I will despise his acid belly.

He will laugh.

He will caterwaul, he will sing his celebrity over my aching guts
that are splayed so ******, flinching and twitching for his feast.

In the least, I will show a tired effort of the finished, final scream.

Kindred severance washed down with the finest of red wine
built over breaking bridges that collapse under this foreknowledge;
the monster mocks and flocks like a fleet of wild birds, inside the
married meat of my stride away.

I won't laugh.
I won't smile.
I won't remember.
I won't want.

I will sail like a baby girl delivered into the peaceable tastes of a beginning innocence.

I won't want to remember.

I will want to view an eye that can't see me.
I will want to smell a mouth that hates me.
I will want to taste a hand that closes angrily around my throat.

I will want to hear.
I will want to hear.

I will want to hear you tell me you love me.
I will want hear inside an ear that listens to me.

I will want to devour a bit of interrogating mayhem before it devours me.

I will survive the monster's prowling, hmph...in his putrid spruce pants
he wears to capsize my tries.

Picasso pictures busy themselves around my waist like your arms wind
up love around that girl's.

Shh.

I will hush my turbulent sorrow.
I will hush my endearing memories of the tingling hands
that stand high above my last love.

Reason's charity could've fought my battle but the monster proved
his dedicated engagement
his engaging affliction; he proved his pressuring ability.

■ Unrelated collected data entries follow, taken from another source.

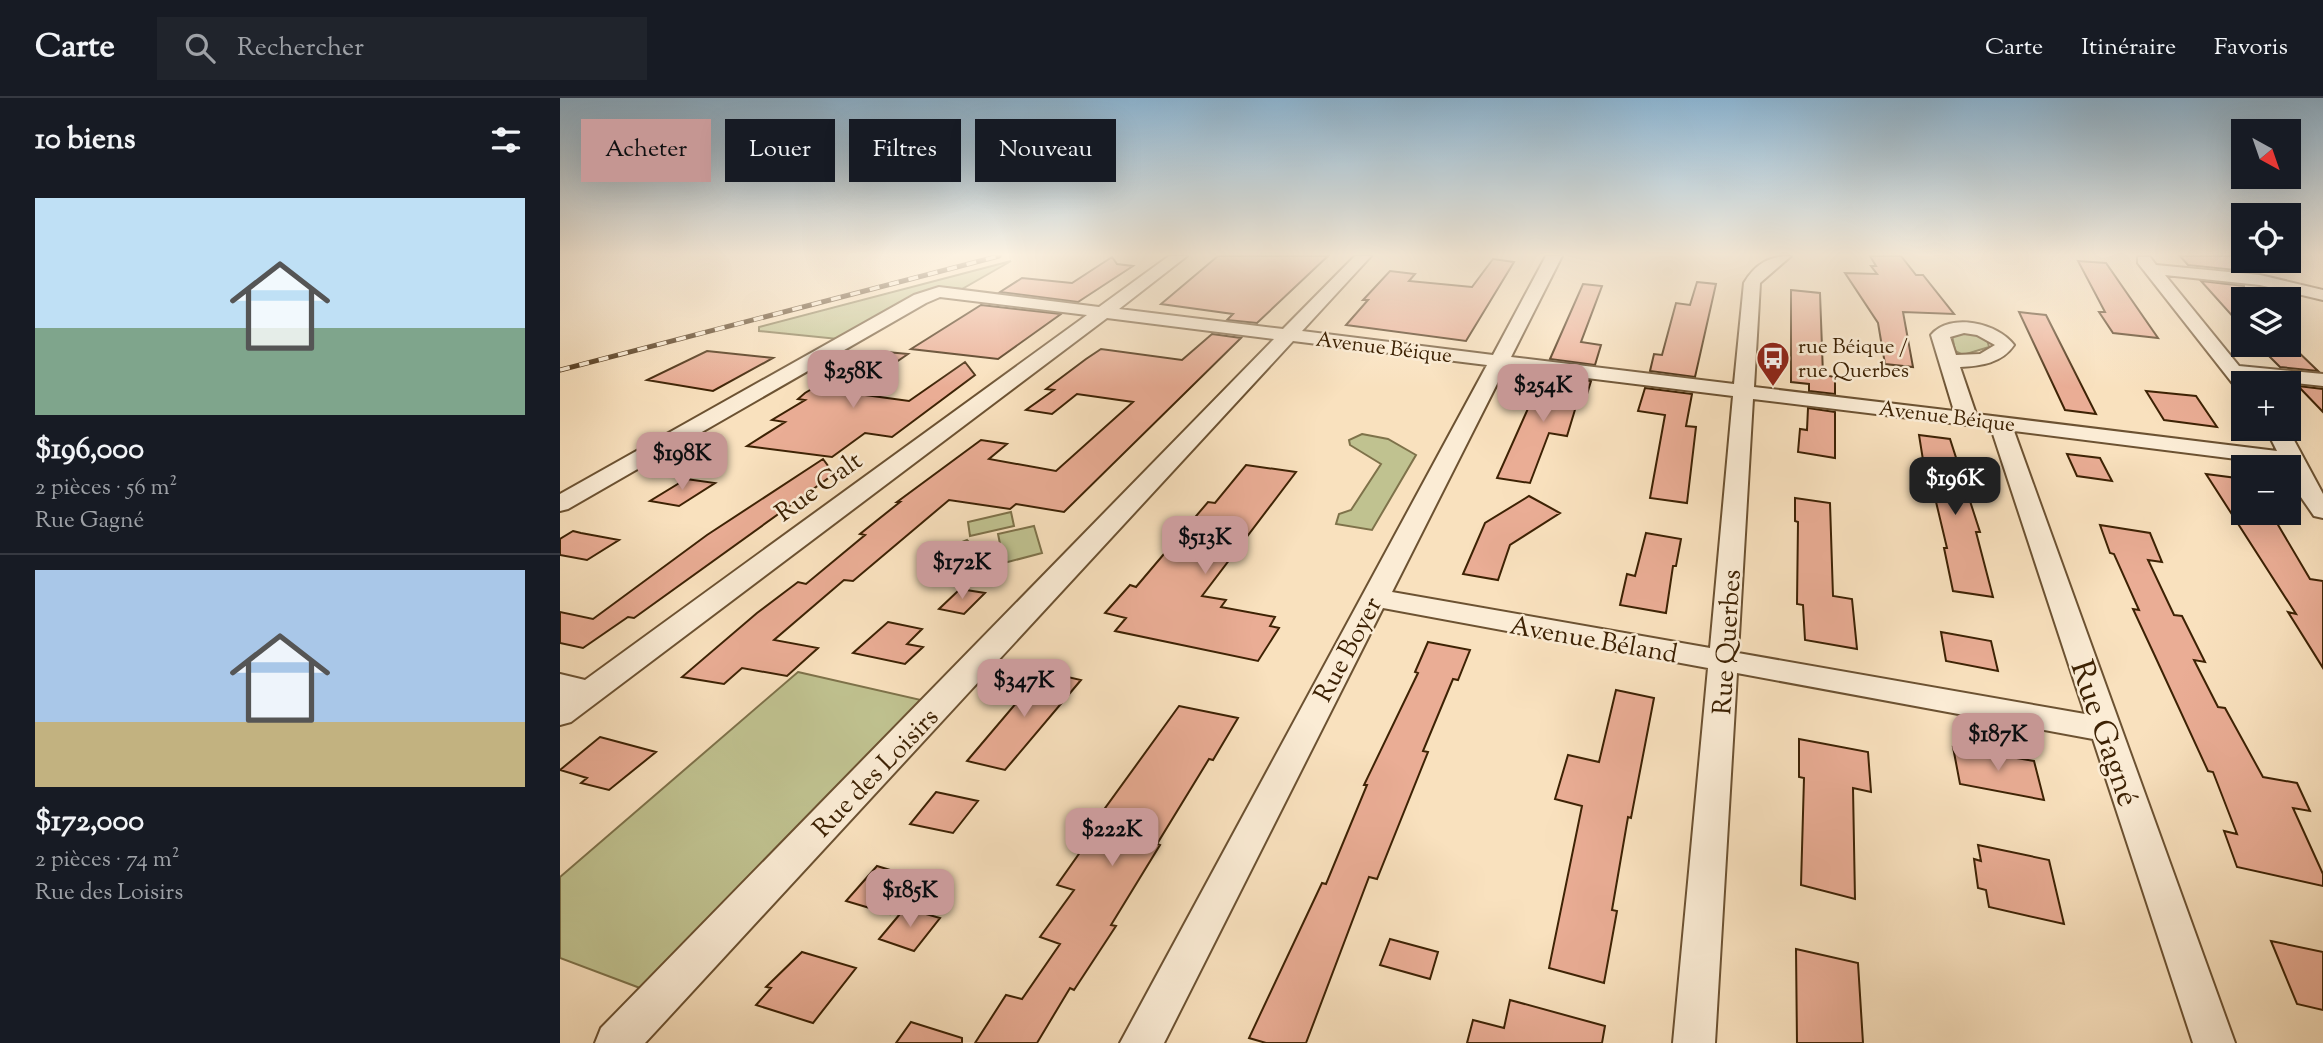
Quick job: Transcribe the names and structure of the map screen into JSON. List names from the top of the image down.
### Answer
{
  "streets": {
    "street": [
      "Avenue Béique",
      "Rue Galt",
      "Avenue Béland",
      "Rue Querbes",
      "Rue Boyer",
      "Rue Gagné",
      "Rue des Loisirs"
    ]
  },
  "crossings": [
    ["Avenue Béique", "Rue Galt"],
    ["Avenue Béique", "Rue Querbes"],
    ["Avenue Béique", "Rue Boyer"],
    ["Avenue Béique", "Rue Gagné"],
    ["Avenue Béique", "Rue des Loisirs"],
    ["Avenue Béland", "Rue Querbes"],
    ["Avenue Béland", "Rue Boyer"],
    ["Avenue Béland", "Rue Gagné"]
  ],
  "places": {
    "bus stop": ["rue Béique / rue Querbes"]
  },
  "north": "bottom right",
  "page": {
    "header": "Carte",
    "search": "Rechercher",
    "nav": ["Carte", "Itinéraire", "Favoris"],
    "heading": "10 biens",
    "map_buttons": ["+", "−"],
    "chip": [
      "Acheter",
      "Louer",
      "Filtres",
      "Nouveau"
    ],
    "list": [
      {
        "name": "$196,000",
        "note": "2 pièces · 56 m² · Rue Gagné"
      },
      {
        "name": "$172,000",
        "note": "2 pièces · 74 m² · Rue des Loisirs"
      }
    ],
    "price": [
      "$258K",
      "$254K",
      "$198K",
      "$196K",
      "$513K",
      "$172K",
      "$347K",
      "$187K",
      "$222K",
      "$185K"
    ]
  }
}
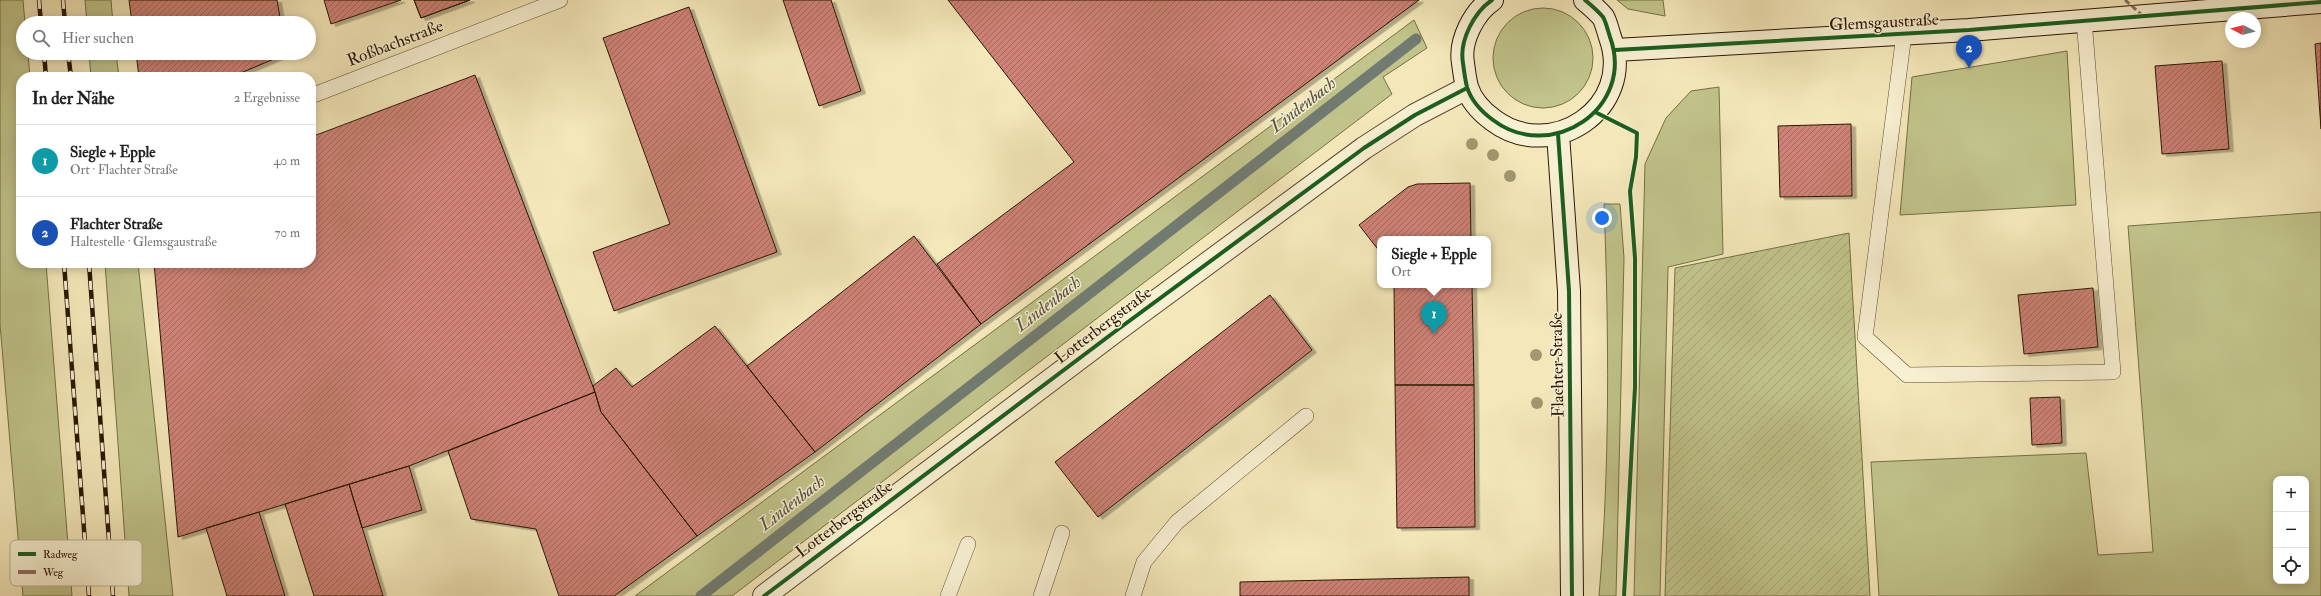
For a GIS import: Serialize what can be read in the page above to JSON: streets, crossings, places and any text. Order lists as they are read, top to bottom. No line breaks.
{"streets":{"main road":["Glemsgaustraße","Lotterbergstraße","Flachter Straße"],"lane":["Roßbachstraße"]},"water":["Lindenbach"],"legend":["Radweg","Weg"],"north":"left","page":{"search":"Hier suchen","pins":["2","1"],"heading":["In der Nähe","2 Ergebnisse"],"list":[{"mark":"1","name":"Siegle + Epple","note":"Ort · Flachter Straße","value":"40 m"},{"mark":"2","name":"Flachter Straße","note":"Haltestelle · Glemsgaustraße","value":"70 m"}],"popup":["Siegle + Epple","Ort"],"map_buttons":["+","−"]}}
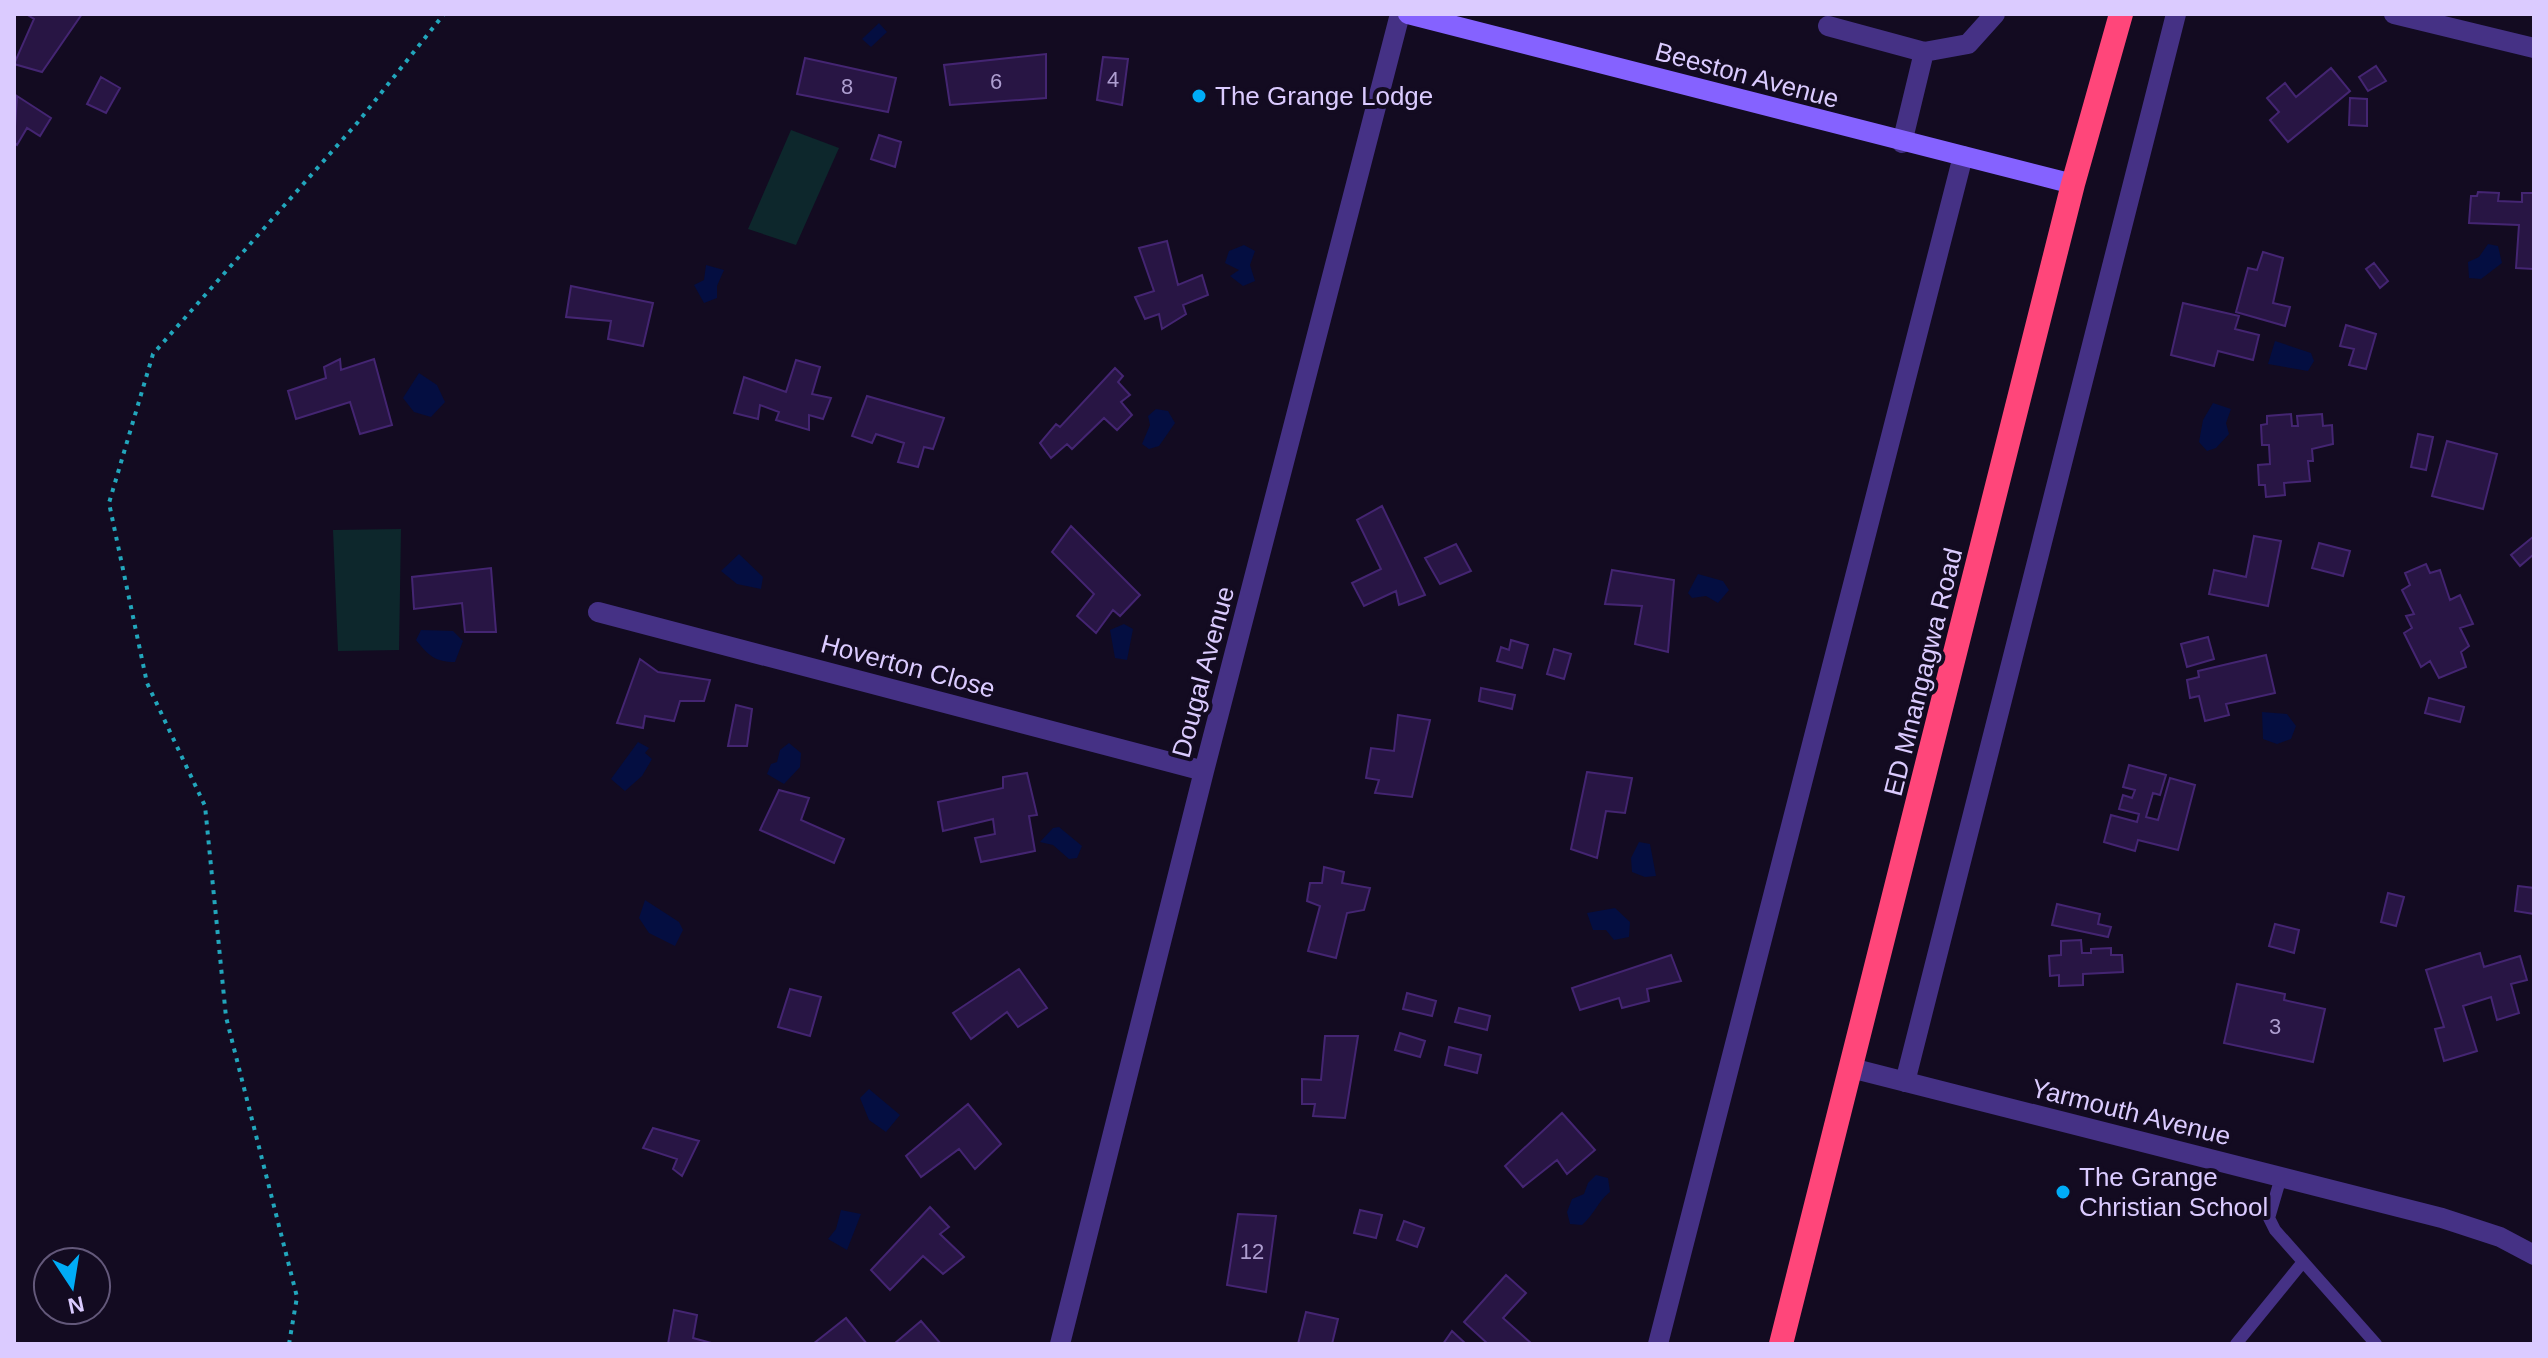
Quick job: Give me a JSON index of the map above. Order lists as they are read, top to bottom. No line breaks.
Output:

I'd like to dance endlessly.
I'd like to movie inside your misery and dissolve, destroy!

Your disastrous danger.

I need a melody survivable, tender through trials of truth.

I knew there would be new.

I've not ever been seclusive, exclusive to you.
I am intrusively presumptuous.

Accept my apologies, I repeat and I repeat, accept my apologies as I've accepted
anxieties

I never expected an embrace.

I don't expect an embrace.

Like that majestic man sips singular sanctuary of that
fantastic, general, genial girl I gulp blue bottles of sky.

I would prefer you drink of me.

Battered, I believe you but choose
you choose
but you choose
the bruise.

There may never be any new for me of you.
There may only ever be you.

Sip me, as I am your Kiss Elixir, feathering against your sable brushes
seeping today, tomorrow and yesteryear.

The tip of my pink tongue tastes your timid tenderness
and your dreaming and driving distinctions quenches
my desires of today, tomorrow and yesteryear.

I am your Kiss Elixir.

Arctic anger wraps inside simple solitude though I've not tasted our separation.

I've sung through every scathing scream you've ever bellowed.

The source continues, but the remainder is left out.